Innovation can happen at various levels in an organization. Likewise, it can create a local or global impact. Whether it's local or global, there is definitely a meaningful impact. And it can in turn create a fly-wheel effect. A technical software or process innovation for example, can internally impact an engineering team. But the impact does not stop there. The innovation can itself attract more innovation or indirectly impact business. In this case, the engineering team can build better software which in turn positively impacts customer experience. For a company seeking profit, this results in improved top-line, part of which will be funneled into increased expenditure in innovation.

From a psychological point of view, creativity requires whole-brain thinking; right-brain imagination, artistry and intuition, plus left-brain logic and planning. So creativity and innovation can (should) happen in every environment. People are often too occupied with their everyday-work, that they don't have the time to think of something else. Often, they think that “people in management” are the ones who should think about new ideas.

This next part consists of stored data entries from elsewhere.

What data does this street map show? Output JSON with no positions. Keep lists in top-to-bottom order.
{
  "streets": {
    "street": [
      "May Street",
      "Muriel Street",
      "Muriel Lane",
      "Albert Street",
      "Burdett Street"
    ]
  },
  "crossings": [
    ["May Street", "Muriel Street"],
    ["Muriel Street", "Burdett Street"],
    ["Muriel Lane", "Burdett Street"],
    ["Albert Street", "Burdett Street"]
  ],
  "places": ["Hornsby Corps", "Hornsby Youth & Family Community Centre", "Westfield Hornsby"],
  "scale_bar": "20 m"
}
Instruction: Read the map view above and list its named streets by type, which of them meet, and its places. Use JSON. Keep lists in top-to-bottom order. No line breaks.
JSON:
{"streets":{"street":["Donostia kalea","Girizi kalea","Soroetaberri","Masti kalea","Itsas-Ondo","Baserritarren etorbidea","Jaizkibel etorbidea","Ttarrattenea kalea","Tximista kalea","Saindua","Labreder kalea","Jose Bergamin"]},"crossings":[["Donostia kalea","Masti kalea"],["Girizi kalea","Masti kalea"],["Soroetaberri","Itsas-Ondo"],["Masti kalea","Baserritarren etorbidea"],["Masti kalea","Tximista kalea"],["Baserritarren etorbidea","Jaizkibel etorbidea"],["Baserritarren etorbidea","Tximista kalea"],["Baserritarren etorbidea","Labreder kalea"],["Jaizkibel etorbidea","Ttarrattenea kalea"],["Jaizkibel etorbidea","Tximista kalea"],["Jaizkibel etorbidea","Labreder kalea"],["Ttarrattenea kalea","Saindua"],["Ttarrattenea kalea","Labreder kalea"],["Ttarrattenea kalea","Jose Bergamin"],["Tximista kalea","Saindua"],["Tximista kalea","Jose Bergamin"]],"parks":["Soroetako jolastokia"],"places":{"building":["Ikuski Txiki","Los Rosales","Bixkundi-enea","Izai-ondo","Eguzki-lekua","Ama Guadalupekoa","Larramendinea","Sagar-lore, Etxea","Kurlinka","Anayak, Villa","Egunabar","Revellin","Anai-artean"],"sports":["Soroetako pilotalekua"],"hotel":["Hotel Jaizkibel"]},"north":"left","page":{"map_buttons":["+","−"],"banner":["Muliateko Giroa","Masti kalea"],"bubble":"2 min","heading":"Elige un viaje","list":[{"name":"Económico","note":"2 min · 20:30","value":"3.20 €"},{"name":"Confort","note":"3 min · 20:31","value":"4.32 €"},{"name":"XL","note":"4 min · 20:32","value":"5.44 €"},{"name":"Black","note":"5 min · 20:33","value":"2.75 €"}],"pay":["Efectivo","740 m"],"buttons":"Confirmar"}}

Well, this is so wrong, everyone could have improvement ideas in everyday-work and life. To let out the subdued creativity in ourselves, here are a few points that can help:

1.  Creative people are restless by nature (in a good way of course!). They cannot sit still unless absorbed in something of his or her own interest. They are very energetic and the whole process of creation give them satisfaction. Connecting with such people can create a tremendous impact on oneself. Like a magnet can magnetize iron, such is the effect of connecting with creative people.

A word of caution: Often, some people are bubbling with ideas all the time. They dish out ideas but never see it through or just create an initial buzz and leave it midway. Most of their energy is spent in either thinking about it or talking about it. And the positive energy goes to waste.

The same theory is applied at organization level. For innovation to flourish, organizations create an environment that fosters creativity; bringing together multi-talented groups of people who work in close collaboration together - exchanging knowledge, ideas and shaping the direction of the future.

2.  To be creative requires a moment of silence. At times when the brain is at rest or not solving a problem at hand but distracted by some other leisure activity, chances are more than a creative idea will strike or a solution will announce itself.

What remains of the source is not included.